A great advantage of software systems is that they are extremely adaptable. There comes a point in the evolution of complex software systems, however, where that malleability hinders growth instead of facilitating it. At some point, software will approach a stage where it’s no longer serving its purpose — helping people.
This was the case for the Twitter AdServer in early 2019. After 10 years of iterative development, the system was too inefficient to further evolve with the organization. When it started, we were an extremely small team of engineers, serving a single type of ad format (Promoted Tweets), generating around $28M of revenue. Today, Twitter’s Revenue organization consists of 10X more engineers and ~$3B of revenue, supporting multiple ad formats - Brand, Video, Cards.
Low velocity for launching new products and tightly coupled cross team dependencies with high overhead costs added to the growing complexity of the organization. This demanded a fundamental change in order for us to scale any further.
The AdServer funnel consisted primarily of Admixer and Adshard. The Admixer served as the interface between the upstream clients and the AdServer pipeline. When Admixer received an ad request, it hydrated the request with additional user information before fanning out the request to the Adshards. Adshard operated under sharded architecture, with each Adshard responsible for a subset of the ads. Each Adshard ran the request through 3 main stages of the AdServer funnel:
Throughout this funnel, different components also attach metadata associated with an ad request and ad candidates, which is then written to our underlying key-value stores in AdMixer. This data is later consumed in our feedback loop by the analytics pipeline for billing, fraud detection and other analysis.
Historically, we optimized the system for minimal latency and operational overhead, by reducing network hops wherever possible. This led to a single service i.e. Adshard doing most of the heavy lifting job, resulting in a monolithic model.

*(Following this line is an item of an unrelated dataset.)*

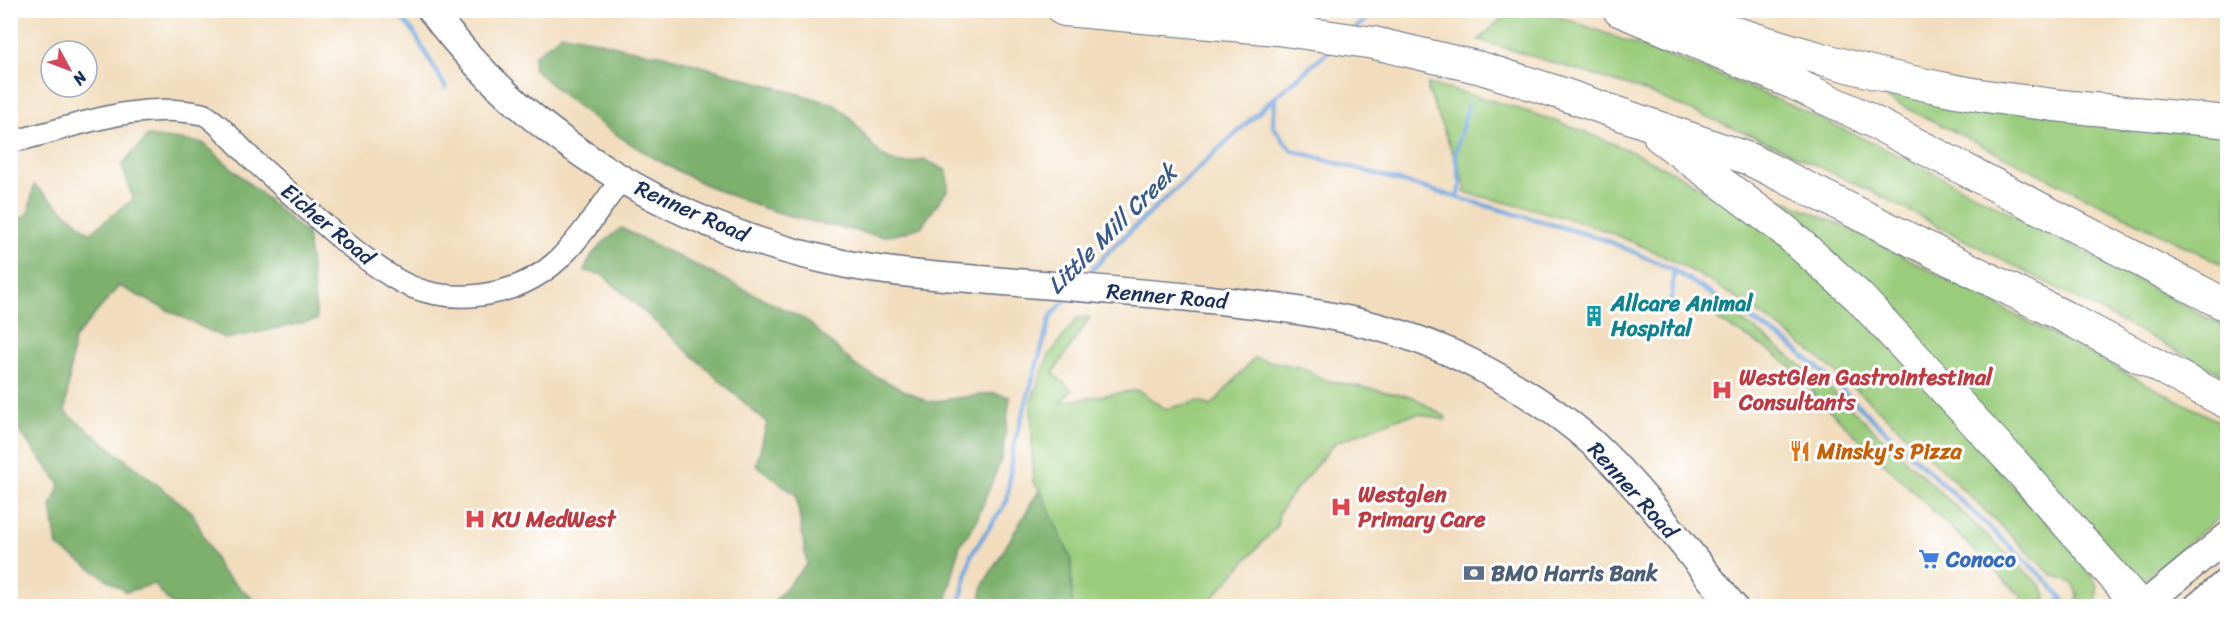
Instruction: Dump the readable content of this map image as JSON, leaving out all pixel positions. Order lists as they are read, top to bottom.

The monolithic platform worked well when Twitter had only two ad products - Promoted Tweets and Promoted Accounts. However, as we scaled our business the monolith model posed more challenges than solutions.
In the old Adserver, due to the challenges and complexity of the legacy code reusing the existing patterns and practices became the norm. The figure above is an example of adding a new ad product e.g. Promoted Trend in the old AdServer. Promoted Trend ads have the following characteristics:
1. Should always be selected by Geo == Country.
2. Should not require auction and can therefore skip the ranking stage.
Adding a new ad product often involved patchy work. Due to the nature of the existing framework and other legacy constraints, skipping the ranking stage was not a viable option, which led to a hacky workaround of adding product based conditional logic "if (product_type == 'PROMOTED_TREND') {...} else {..}" to the code in the ranking pipeline. Such product based logic also existed in the selection pipeline, making these stages tightly coupled and adding to the complexity of the growing spaghetti code.
Following were some of the challenges that were shared across all the teams who worked on the monstrous legacy code.
These chronic engineering problems and the loss of developer productivity created a need for a change of paradigm in the design of our systems. We were lacking clear separation of concerns in our architecture, and had high coupling between different product areas.
These problems are fairly common in the software industry, and breaking up monoliths into microservices is a popular approach to solve them. However, it comes with inherent trade-offs, and if designed hastily, can instead lead to reduced productivity. As an example, let’s conduct a thought exercise about one possible approach we could have taken with the decomposition of our service.
Since each product team was bottlenecked on a monolithic AdServer, and different products can require varying architectural requirements, we could choose to break up the single AdServer into N different AdServers, one for each product or group of similar products.
In the architecture above, we have three different AdServers, for Video Ad Products, Takeover Ad Products, and one for Performance Ad Products. These are owned by the respective product engineering teams, and each of them can have their own codebase and deployment pipelines. This seems to provide autonomy, and help with both separation of concerns and decoupling between different product areas, however, in reality, such a split would likely make things worse.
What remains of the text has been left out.